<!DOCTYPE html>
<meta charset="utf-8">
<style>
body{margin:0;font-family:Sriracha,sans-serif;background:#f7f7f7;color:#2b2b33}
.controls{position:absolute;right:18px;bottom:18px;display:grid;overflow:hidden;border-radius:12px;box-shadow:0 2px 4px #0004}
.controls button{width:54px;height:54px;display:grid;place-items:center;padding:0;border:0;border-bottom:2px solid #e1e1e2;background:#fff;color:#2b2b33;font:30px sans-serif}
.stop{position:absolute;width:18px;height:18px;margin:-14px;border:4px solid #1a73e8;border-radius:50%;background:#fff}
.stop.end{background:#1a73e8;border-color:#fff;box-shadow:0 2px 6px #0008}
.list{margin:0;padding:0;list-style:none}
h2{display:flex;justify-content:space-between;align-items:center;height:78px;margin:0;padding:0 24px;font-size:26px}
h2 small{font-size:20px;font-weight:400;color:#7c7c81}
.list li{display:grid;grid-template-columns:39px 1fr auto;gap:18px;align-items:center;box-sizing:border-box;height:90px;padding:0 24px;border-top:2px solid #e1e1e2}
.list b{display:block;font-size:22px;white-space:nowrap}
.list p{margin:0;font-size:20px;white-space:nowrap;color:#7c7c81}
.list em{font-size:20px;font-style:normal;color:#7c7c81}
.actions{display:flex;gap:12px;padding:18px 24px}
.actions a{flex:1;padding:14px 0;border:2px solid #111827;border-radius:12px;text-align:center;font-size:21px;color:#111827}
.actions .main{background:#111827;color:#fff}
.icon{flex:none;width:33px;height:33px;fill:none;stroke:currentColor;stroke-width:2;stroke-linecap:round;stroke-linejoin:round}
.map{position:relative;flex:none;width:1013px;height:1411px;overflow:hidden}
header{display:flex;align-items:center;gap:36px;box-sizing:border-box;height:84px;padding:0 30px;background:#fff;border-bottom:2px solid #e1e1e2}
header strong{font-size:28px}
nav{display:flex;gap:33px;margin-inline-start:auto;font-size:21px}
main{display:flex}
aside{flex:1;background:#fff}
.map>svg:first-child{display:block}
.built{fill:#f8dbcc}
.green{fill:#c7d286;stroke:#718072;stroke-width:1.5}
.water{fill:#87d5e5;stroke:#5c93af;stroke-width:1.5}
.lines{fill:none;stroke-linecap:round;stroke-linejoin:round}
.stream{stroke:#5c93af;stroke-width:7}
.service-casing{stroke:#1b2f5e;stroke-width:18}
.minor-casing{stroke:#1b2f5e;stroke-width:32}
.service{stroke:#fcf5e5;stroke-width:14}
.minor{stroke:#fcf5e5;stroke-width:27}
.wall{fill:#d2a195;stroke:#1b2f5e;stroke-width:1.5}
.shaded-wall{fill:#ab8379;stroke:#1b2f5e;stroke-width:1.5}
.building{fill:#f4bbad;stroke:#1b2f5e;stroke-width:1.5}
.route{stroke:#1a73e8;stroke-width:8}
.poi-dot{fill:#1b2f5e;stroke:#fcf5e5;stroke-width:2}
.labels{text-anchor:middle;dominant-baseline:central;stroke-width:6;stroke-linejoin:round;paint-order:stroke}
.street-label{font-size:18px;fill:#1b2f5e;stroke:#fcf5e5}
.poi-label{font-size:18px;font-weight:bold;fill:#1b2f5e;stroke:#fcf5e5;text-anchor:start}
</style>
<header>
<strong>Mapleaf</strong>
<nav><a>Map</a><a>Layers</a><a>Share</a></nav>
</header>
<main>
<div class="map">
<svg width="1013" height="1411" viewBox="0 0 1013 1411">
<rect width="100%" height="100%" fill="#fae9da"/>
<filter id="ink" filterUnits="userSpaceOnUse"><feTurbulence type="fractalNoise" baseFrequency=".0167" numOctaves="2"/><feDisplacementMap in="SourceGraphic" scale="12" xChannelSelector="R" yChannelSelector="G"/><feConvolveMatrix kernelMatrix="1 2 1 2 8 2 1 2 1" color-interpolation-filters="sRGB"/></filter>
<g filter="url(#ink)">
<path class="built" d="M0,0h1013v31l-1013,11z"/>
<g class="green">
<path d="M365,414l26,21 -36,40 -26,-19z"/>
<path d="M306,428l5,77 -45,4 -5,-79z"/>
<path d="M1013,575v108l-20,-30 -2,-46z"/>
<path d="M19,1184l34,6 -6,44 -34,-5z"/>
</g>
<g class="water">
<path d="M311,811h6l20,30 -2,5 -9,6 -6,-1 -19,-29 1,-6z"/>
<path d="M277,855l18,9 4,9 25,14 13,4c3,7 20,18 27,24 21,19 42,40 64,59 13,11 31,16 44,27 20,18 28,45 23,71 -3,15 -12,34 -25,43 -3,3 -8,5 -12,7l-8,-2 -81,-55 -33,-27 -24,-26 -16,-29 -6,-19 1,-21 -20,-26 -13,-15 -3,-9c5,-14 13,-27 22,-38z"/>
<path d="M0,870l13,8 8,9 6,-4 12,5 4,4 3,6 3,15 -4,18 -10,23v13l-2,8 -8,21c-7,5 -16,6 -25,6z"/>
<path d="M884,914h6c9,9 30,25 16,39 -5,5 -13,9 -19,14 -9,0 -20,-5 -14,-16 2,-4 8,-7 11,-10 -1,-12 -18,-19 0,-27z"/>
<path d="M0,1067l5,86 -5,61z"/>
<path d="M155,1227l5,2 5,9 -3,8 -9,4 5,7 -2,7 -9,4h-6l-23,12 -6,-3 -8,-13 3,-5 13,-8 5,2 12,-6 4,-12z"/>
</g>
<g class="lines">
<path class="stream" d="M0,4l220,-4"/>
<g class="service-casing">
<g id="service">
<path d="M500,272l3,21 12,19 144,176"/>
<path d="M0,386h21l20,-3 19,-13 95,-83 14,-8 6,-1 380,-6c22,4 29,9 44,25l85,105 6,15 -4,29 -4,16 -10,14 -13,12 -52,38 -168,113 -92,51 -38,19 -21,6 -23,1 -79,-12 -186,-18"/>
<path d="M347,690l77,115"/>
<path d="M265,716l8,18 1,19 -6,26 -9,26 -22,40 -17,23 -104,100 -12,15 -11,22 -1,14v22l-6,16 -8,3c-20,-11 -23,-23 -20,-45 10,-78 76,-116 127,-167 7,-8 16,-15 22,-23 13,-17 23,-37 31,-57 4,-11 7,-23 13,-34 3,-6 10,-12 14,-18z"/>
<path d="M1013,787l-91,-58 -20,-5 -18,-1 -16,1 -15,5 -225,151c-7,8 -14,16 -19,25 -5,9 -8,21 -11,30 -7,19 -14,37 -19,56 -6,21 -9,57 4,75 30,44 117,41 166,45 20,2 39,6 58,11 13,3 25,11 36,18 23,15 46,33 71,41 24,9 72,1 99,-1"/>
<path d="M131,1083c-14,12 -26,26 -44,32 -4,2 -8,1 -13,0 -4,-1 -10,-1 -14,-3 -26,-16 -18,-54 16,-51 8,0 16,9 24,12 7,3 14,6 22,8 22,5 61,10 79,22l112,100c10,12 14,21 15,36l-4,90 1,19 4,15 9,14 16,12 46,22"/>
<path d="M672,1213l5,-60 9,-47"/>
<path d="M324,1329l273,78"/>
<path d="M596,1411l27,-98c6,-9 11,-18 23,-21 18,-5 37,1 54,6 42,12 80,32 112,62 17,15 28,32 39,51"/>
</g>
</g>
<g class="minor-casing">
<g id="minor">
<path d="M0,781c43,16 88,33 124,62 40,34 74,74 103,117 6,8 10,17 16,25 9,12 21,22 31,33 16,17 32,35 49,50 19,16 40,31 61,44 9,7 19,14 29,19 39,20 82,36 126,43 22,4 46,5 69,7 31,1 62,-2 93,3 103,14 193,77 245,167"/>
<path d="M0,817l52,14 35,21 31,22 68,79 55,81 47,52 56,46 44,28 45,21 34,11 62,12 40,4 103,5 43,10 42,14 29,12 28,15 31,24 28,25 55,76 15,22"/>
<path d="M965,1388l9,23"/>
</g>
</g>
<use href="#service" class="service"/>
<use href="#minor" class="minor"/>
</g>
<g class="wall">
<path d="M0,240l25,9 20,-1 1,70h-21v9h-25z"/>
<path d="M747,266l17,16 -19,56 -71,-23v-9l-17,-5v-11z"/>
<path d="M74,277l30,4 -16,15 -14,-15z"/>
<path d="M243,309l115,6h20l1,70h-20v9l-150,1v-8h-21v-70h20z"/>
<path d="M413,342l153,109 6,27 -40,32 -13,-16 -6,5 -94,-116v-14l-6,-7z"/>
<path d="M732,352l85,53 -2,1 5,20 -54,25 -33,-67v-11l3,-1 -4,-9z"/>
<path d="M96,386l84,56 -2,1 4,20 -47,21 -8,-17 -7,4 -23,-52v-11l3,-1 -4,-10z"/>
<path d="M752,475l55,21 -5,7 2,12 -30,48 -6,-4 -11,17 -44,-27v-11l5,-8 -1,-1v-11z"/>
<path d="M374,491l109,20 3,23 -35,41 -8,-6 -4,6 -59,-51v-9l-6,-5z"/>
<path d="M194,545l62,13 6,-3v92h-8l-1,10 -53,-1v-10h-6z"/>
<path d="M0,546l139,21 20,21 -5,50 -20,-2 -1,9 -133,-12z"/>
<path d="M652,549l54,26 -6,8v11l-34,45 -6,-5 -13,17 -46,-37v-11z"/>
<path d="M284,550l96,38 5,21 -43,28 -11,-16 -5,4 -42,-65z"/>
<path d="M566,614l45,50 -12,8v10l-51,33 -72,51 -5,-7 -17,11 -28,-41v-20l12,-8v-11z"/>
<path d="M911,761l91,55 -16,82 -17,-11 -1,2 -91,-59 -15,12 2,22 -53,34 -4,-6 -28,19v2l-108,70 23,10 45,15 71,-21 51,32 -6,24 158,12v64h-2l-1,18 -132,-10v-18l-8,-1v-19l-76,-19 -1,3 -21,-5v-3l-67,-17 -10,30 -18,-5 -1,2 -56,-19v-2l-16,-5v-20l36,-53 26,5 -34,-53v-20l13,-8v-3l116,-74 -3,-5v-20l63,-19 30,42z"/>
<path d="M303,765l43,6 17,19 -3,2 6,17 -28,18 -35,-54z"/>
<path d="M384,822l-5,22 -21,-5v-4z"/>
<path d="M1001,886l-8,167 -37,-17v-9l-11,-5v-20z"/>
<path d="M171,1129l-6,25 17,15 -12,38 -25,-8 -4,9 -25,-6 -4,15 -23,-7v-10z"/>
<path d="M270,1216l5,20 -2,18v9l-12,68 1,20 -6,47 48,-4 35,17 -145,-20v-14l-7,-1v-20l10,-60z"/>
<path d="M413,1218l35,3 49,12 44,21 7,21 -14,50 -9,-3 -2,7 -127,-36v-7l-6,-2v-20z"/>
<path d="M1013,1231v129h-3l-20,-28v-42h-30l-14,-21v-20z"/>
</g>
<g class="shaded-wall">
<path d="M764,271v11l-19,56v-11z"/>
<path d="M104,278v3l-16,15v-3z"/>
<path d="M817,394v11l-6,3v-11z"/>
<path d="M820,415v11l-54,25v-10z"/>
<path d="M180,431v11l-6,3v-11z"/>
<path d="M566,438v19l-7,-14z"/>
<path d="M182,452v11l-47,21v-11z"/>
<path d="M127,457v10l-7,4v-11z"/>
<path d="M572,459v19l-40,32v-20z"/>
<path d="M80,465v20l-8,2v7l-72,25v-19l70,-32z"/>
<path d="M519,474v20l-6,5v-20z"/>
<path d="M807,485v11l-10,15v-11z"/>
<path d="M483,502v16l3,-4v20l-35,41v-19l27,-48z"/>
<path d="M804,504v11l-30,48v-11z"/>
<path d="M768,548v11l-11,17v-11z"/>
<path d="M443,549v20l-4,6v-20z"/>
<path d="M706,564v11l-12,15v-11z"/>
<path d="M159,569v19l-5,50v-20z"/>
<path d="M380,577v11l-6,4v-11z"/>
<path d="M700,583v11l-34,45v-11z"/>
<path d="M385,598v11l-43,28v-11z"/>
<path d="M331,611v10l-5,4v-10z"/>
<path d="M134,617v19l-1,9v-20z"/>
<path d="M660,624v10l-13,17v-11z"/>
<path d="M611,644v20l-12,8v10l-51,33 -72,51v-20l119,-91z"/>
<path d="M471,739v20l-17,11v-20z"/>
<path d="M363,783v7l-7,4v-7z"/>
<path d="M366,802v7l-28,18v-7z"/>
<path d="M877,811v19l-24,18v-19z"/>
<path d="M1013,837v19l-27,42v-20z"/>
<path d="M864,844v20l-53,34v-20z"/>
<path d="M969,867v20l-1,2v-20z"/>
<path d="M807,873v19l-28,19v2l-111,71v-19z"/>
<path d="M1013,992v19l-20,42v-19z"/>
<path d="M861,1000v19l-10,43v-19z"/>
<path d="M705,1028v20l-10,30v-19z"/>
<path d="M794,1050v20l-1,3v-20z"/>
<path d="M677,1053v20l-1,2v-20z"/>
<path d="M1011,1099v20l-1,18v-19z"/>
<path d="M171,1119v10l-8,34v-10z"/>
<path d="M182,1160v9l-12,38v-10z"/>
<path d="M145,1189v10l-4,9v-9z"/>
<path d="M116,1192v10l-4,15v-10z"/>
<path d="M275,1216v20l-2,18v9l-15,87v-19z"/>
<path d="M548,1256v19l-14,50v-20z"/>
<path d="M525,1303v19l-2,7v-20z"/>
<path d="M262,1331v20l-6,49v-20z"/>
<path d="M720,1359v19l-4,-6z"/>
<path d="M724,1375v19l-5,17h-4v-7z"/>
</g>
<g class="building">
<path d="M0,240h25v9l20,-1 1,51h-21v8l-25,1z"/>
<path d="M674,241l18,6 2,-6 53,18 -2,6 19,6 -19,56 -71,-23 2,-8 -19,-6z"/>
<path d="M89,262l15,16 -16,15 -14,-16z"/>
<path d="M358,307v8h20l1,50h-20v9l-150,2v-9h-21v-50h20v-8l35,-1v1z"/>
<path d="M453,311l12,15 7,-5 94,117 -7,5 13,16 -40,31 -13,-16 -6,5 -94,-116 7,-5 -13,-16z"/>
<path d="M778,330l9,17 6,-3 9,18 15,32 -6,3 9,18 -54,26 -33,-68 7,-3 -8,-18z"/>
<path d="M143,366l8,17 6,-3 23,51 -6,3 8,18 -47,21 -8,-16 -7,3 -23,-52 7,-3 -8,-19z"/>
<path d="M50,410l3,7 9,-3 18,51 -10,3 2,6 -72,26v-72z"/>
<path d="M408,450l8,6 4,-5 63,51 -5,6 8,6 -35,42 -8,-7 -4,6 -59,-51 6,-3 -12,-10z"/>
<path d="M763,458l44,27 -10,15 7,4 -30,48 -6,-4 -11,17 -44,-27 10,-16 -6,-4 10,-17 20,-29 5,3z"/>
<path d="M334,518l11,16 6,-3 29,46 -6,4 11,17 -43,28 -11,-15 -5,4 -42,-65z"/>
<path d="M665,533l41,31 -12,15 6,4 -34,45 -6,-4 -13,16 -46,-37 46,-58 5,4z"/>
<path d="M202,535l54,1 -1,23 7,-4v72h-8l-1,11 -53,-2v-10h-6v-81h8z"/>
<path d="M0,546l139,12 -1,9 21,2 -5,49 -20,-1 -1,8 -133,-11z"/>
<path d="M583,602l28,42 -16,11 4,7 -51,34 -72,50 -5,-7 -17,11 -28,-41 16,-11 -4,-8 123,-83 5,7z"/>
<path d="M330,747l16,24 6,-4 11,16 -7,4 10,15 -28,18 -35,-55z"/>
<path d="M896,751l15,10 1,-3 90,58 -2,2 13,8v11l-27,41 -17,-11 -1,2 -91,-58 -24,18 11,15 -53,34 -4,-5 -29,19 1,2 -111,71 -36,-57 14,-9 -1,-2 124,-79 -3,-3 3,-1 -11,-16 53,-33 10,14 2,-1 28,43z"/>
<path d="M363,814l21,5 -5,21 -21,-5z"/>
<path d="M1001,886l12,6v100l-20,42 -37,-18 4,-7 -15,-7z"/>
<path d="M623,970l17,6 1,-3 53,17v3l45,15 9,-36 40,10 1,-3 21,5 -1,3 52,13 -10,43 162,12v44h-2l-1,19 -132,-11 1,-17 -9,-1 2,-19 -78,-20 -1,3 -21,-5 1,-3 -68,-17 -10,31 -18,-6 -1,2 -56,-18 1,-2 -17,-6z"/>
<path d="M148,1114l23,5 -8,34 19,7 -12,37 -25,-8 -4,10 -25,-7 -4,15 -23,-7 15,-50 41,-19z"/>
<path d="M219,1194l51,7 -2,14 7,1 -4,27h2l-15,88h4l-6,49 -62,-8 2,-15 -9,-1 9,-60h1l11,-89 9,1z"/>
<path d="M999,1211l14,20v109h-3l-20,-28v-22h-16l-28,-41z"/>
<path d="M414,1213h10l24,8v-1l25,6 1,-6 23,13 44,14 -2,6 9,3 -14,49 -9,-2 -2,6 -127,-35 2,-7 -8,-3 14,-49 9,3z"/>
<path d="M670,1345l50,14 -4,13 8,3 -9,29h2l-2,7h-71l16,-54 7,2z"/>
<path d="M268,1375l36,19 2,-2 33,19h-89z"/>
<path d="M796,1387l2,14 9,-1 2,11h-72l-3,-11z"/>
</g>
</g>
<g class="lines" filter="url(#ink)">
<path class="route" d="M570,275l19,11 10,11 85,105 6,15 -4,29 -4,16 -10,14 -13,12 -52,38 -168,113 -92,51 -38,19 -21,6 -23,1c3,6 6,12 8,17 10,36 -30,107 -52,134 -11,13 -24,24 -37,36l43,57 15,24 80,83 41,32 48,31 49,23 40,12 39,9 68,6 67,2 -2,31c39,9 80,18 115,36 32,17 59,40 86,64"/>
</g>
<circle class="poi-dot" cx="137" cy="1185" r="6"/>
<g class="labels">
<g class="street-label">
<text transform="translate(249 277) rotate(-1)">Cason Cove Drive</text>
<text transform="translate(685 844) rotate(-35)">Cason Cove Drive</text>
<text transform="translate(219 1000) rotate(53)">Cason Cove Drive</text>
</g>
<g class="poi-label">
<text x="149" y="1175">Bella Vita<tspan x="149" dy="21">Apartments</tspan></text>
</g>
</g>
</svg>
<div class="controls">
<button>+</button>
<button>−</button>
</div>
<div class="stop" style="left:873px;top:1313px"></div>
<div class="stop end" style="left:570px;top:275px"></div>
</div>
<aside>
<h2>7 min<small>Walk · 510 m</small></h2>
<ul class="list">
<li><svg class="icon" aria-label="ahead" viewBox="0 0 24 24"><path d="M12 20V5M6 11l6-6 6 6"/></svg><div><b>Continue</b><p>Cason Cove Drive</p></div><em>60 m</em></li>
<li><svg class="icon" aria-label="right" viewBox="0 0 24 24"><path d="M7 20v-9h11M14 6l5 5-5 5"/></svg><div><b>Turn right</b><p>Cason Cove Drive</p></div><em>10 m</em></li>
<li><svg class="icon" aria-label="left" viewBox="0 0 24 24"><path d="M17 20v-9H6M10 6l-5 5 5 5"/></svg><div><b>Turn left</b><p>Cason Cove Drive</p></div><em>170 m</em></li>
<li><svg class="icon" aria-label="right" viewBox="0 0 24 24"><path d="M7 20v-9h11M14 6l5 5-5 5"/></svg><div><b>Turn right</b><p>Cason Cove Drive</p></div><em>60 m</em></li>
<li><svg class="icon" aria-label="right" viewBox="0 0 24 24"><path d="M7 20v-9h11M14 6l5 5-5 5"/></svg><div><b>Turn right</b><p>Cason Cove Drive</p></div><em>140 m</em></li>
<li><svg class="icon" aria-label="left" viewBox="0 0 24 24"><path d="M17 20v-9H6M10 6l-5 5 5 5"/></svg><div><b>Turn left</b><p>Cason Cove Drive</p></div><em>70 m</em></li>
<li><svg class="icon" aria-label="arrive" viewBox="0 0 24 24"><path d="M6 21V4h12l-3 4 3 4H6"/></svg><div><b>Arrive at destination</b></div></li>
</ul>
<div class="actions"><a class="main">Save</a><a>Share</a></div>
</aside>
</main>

##########

Prompt -
Across the material, how many lines contain the word "center"? Only the number is wanted.

Task solution -
5